On Friday Aug. 31 Great Basin Team 6 was getting ready to head home after returning command of the Mill Creek Fire to the Hoopa Fire Department.

Meanwhile, last Friday Aug. 31, Cal Fire released a Labor Day Weekend news release warning that wildfire risk remains high. The Director of Cal Fire, Chief Ken Pimlott, said that this year firefighters have been busier than ever with record breaking wildfires.

“This year, Cal Fire has responded to 4,434 fires that burned 876,428 acres, compared to last year when we responded to 4,170 fires for 228,803 acres,” Pimlott said.

Cal Fire, with collaboration from the California Environmental Protection Agency, and the California Natural Resources Agency announced earlier this year in their California Forest Carbon Plan that increasing fire treatments through prescribed fires is a California State goal. A recent study has attributed 55 percent of the increase in dry fuels to human-caused climate change.

By 2020 Cal Fire wants to double the current rate of forest restoration and fuels reduction treatments, including planned fires, to 35,000 acres per year for non-federal forest lands.

Additionally, findings from the state’s Fourth Climate Change Assessment supported Cal Fire’s goal further with scientific backing that doubling forest restoration and treatments statewide, by 2020 is an important step.

Jeffrey Kane is an associate professor of Fire Ecology and Fuels Management at HSU and Chair of the Northern California Prescribed Fire Council. Kane said he is encouraged that California is taking steps to scrutinize its legacy of fire suppression. Kane said that the bottom line is California is a fire prone state.

“California needs fire like it needs water and sunlight,” Kane said.

Lifelong Hoopa resident Matthew Sylvia said growing up in the area fires weren’t as severe as they are now. He said regular prescribed burning used to be a tribal practice and spoke of some of the benefits they see from routine low intensity fires such as the thinning of the forest from brush and the removal of pests such as ticks and acorn infesting weevils.

“We also burned for basket weaving materials, and mushrooms,” Sylvia said.

Sylvia said that after a fire, edible mushrooms and grasses used to make baskets would spring up from the ashes.

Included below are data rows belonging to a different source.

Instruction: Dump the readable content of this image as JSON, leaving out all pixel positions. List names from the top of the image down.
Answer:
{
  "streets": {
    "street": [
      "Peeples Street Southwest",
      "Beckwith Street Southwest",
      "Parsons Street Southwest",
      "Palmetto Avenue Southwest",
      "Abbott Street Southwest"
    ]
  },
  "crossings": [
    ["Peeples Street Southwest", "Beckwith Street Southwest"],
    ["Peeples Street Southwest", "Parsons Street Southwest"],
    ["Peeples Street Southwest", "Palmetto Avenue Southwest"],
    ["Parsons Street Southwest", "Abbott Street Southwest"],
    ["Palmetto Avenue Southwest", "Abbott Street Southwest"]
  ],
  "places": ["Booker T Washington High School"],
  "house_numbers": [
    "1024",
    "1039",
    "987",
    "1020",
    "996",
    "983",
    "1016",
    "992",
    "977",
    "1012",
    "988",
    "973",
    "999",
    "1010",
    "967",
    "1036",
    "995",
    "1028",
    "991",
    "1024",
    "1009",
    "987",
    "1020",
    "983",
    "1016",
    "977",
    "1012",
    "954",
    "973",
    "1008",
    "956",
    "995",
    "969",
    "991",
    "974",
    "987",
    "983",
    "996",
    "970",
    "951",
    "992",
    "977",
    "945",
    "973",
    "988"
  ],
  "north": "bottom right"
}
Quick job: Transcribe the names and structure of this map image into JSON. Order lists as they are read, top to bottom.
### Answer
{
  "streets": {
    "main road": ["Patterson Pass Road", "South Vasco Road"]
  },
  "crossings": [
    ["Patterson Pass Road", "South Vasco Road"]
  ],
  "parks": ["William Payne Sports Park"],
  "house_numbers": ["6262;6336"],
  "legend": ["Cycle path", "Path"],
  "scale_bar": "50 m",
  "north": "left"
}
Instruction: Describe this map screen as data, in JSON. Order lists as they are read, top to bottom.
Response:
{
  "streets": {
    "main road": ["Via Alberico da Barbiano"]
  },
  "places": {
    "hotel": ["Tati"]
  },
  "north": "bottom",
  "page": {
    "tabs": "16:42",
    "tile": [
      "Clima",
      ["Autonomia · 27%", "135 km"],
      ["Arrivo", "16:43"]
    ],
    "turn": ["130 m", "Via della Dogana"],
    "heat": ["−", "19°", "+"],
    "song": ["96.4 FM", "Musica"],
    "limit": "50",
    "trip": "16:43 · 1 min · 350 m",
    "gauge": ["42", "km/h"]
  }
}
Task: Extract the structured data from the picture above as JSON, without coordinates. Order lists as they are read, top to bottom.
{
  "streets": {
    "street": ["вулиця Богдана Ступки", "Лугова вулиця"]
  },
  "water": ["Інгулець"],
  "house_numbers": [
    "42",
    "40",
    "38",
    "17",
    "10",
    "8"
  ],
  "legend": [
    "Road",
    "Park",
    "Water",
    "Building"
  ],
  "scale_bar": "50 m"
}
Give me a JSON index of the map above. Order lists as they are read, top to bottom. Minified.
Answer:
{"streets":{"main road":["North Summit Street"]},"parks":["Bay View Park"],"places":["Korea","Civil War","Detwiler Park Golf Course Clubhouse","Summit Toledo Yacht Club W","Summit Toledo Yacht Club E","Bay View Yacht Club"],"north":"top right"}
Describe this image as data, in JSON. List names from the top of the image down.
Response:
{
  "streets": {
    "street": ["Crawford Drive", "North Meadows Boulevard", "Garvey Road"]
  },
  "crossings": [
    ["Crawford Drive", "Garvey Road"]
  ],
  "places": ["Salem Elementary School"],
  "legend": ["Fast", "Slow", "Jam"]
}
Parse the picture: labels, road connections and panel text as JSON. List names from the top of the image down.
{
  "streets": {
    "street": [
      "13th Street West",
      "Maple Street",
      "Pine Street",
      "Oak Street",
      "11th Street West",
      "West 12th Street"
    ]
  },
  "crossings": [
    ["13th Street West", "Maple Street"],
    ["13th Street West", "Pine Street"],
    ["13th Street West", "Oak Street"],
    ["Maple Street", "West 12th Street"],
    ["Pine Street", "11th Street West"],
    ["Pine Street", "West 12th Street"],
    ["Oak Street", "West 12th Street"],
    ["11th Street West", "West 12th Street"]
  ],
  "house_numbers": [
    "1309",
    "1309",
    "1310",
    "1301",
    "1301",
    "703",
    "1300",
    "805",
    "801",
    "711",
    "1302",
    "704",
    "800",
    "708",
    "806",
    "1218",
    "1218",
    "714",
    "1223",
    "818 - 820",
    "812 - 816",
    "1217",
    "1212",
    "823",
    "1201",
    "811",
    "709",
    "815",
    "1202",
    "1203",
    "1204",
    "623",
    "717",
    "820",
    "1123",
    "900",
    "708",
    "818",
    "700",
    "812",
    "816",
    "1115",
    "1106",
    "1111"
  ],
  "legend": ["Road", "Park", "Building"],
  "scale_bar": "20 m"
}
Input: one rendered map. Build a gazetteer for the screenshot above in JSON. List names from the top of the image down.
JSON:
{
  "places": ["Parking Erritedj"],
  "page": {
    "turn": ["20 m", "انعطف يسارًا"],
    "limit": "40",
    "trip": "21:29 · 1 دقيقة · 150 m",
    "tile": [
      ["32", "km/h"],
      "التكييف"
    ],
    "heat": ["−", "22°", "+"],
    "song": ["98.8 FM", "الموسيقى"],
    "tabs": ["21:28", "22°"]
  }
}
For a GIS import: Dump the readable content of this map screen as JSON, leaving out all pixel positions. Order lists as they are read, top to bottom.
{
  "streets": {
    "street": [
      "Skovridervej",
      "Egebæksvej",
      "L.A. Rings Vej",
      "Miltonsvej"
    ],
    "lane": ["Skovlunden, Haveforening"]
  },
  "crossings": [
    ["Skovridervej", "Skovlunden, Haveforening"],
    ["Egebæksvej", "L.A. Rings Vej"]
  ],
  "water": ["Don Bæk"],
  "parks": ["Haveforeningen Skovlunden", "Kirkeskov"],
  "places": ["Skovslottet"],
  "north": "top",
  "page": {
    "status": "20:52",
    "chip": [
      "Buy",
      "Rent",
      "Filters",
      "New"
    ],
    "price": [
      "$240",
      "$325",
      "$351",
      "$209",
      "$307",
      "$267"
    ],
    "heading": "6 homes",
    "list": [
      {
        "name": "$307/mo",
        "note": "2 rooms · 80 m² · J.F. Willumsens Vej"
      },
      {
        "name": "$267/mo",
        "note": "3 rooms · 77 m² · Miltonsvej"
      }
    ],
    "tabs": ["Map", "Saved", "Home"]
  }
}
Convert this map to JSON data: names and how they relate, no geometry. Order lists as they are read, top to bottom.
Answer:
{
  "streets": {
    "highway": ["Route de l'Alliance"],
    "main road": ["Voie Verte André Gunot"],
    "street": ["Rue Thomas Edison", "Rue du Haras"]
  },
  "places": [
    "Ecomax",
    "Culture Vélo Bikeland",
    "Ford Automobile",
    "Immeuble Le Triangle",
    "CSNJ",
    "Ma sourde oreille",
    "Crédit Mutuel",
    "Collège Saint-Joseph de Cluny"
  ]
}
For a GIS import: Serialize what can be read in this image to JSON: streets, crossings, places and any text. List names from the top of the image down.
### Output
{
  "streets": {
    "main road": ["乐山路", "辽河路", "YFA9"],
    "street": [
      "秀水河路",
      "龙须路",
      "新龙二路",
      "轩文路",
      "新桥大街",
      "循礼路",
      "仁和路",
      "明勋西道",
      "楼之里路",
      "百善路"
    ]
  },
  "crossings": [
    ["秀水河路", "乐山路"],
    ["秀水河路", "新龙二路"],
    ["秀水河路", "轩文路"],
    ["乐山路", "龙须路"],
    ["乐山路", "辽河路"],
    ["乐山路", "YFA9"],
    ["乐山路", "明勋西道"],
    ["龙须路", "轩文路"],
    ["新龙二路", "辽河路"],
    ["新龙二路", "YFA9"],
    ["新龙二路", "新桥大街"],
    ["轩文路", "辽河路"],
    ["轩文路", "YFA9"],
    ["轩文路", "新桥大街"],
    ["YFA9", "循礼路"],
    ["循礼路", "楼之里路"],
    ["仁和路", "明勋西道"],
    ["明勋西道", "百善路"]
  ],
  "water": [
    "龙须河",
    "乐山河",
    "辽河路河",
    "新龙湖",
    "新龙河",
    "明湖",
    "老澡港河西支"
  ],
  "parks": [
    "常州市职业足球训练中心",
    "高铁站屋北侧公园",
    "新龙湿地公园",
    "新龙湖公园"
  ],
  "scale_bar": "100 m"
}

Kane said the integrated pest management and ecological benefits after a prescribed fire that Sylvia described is called traditional ecological knowledge.

Sylvia, a business major, said being so close to Redding, Calif. and coming off the heels of the Carr fire there was an initial panic in the community from the fire.

“People were worried about it sweeping up the whole valley,” Sylvia said.

Kane said that increasing the amount of prescribed fire treatments isn’t a magic solution but it is a step in the right direction.